→ **Task to complete**: Print out every record below, exactly as written.

[Stored entries]
·····

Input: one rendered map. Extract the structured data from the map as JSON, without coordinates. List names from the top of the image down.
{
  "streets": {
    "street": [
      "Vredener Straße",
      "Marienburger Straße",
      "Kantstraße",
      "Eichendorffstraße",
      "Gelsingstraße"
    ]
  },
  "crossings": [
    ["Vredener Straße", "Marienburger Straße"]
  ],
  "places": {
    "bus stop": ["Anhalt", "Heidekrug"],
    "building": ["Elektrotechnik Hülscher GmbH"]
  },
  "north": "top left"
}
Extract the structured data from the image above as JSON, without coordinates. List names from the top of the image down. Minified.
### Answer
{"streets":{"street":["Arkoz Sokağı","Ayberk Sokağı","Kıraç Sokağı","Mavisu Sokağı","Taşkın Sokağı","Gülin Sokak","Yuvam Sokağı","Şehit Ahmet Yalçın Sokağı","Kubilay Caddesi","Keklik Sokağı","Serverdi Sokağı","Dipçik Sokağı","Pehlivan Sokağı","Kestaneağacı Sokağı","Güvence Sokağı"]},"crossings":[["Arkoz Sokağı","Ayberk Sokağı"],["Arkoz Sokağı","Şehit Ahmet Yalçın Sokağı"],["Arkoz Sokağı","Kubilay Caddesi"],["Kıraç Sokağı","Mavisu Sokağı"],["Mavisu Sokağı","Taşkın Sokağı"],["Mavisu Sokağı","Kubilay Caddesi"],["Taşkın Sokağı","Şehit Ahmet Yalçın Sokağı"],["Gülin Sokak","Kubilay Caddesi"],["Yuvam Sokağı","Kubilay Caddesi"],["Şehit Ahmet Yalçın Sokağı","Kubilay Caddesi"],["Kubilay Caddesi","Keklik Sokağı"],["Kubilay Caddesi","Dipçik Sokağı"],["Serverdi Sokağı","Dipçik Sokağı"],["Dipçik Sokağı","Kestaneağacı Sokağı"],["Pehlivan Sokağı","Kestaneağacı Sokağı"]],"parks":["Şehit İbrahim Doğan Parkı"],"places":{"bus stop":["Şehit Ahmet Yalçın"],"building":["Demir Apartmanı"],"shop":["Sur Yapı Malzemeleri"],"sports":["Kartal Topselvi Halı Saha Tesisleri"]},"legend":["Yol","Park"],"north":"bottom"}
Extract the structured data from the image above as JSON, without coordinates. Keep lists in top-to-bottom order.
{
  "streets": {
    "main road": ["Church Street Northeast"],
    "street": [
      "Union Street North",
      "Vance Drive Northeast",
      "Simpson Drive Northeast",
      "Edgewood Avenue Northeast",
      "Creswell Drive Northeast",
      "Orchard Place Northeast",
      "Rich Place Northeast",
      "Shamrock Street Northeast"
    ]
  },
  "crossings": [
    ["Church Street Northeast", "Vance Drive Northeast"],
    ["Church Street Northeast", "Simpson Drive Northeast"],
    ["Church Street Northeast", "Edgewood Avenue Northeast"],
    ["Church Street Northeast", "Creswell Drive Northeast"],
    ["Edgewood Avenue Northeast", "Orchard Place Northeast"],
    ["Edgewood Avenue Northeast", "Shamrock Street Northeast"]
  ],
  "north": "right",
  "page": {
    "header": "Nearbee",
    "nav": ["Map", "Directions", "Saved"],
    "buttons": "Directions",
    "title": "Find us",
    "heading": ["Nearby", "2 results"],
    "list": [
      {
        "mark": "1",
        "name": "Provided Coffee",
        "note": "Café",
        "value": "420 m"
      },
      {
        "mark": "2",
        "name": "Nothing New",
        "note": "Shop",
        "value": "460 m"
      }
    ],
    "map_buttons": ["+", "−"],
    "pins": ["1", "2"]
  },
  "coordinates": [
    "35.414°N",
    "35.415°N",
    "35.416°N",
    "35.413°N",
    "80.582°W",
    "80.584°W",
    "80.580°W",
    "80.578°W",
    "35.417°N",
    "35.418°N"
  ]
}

·····

→ **Response to this exercise**:
Input: one rendered map. Extract the structured data from the map as JSON, without coordinates. List names from the top of the image down.
{
  "streets": {
    "street": [
      "Vredener Straße",
      "Marienburger Straße",
      "Kantstraße",
      "Eichendorffstraße",
      "Gelsingstraße"
    ]
  },
  "crossings": [
    ["Vredener Straße", "Marienburger Straße"]
  ],
  "places": {
    "bus stop": ["Anhalt", "Heidekrug"],
    "building": ["Elektrotechnik Hülscher GmbH"]
  },
  "north": "top left"
}
Extract the structured data from the image above as JSON, without coordinates. List names from the top of the image down. Minified.
### Answer
{"streets":{"street":["Arkoz Sokağı","Ayberk Sokağı","Kıraç Sokağı","Mavisu Sokağı","Taşkın Sokağı","Gülin Sokak","Yuvam Sokağı","Şehit Ahmet Yalçın Sokağı","Kubilay Caddesi","Keklik Sokağı","Serverdi Sokağı","Dipçik Sokağı","Pehlivan Sokağı","Kestaneağacı Sokağı","Güvence Sokağı"]},"crossings":[["Arkoz Sokağı","Ayberk Sokağı"],["Arkoz Sokağı","Şehit Ahmet Yalçın Sokağı"],["Arkoz Sokağı","Kubilay Caddesi"],["Kıraç Sokağı","Mavisu Sokağı"],["Mavisu Sokağı","Taşkın Sokağı"],["Mavisu Sokağı","Kubilay Caddesi"],["Taşkın Sokağı","Şehit Ahmet Yalçın Sokağı"],["Gülin Sokak","Kubilay Caddesi"],["Yuvam Sokağı","Kubilay Caddesi"],["Şehit Ahmet Yalçın Sokağı","Kubilay Caddesi"],["Kubilay Caddesi","Keklik Sokağı"],["Kubilay Caddesi","Dipçik Sokağı"],["Serverdi Sokağı","Dipçik Sokağı"],["Dipçik Sokağı","Kestaneağacı Sokağı"],["Pehlivan Sokağı","Kestaneağacı Sokağı"]],"parks":["Şehit İbrahim Doğan Parkı"],"places":{"bus stop":["Şehit Ahmet Yalçın"],"building":["Demir Apartmanı"],"shop":["Sur Yapı Malzemeleri"],"sports":["Kartal Topselvi Halı Saha Tesisleri"]},"legend":["Yol","Park"],"north":"bottom"}
Extract the structured data from the image above as JSON, without coordinates. Keep lists in top-to-bottom order.
{
  "streets": {
    "main road": ["Church Street Northeast"],
    "street": [
      "Union Street North",
      "Vance Drive Northeast",
      "Simpson Drive Northeast",
      "Edgewood Avenue Northeast",
      "Creswell Drive Northeast",
      "Orchard Place Northeast",
      "Rich Place Northeast",
      "Shamrock Street Northeast"
    ]
  },
  "crossings": [
    ["Church Street Northeast", "Vance Drive Northeast"],
    ["Church Street Northeast", "Simpson Drive Northeast"],
    ["Church Street Northeast", "Edgewood Avenue Northeast"],
    ["Church Street Northeast", "Creswell Drive Northeast"],
    ["Edgewood Avenue Northeast", "Orchard Place Northeast"],
    ["Edgewood Avenue Northeast", "Shamrock Street Northeast"]
  ],
  "north": "right",
  "page": {
    "header": "Nearbee",
    "nav": ["Map", "Directions", "Saved"],
    "buttons": "Directions",
    "title": "Find us",
    "heading": ["Nearby", "2 results"],
    "list": [
      {
        "mark": "1",
        "name": "Provided Coffee",
        "note": "Café",
        "value": "420 m"
      },
      {
        "mark": "2",
        "name": "Nothing New",
        "note": "Shop",
        "value": "460 m"
      }
    ],
    "map_buttons": ["+", "−"],
    "pins": ["1", "2"]
  },
  "coordinates": [
    "35.414°N",
    "35.415°N",
    "35.416°N",
    "35.413°N",
    "80.582°W",
    "80.584°W",
    "80.580°W",
    "80.578°W",
    "35.417°N",
    "35.418°N"
  ]
}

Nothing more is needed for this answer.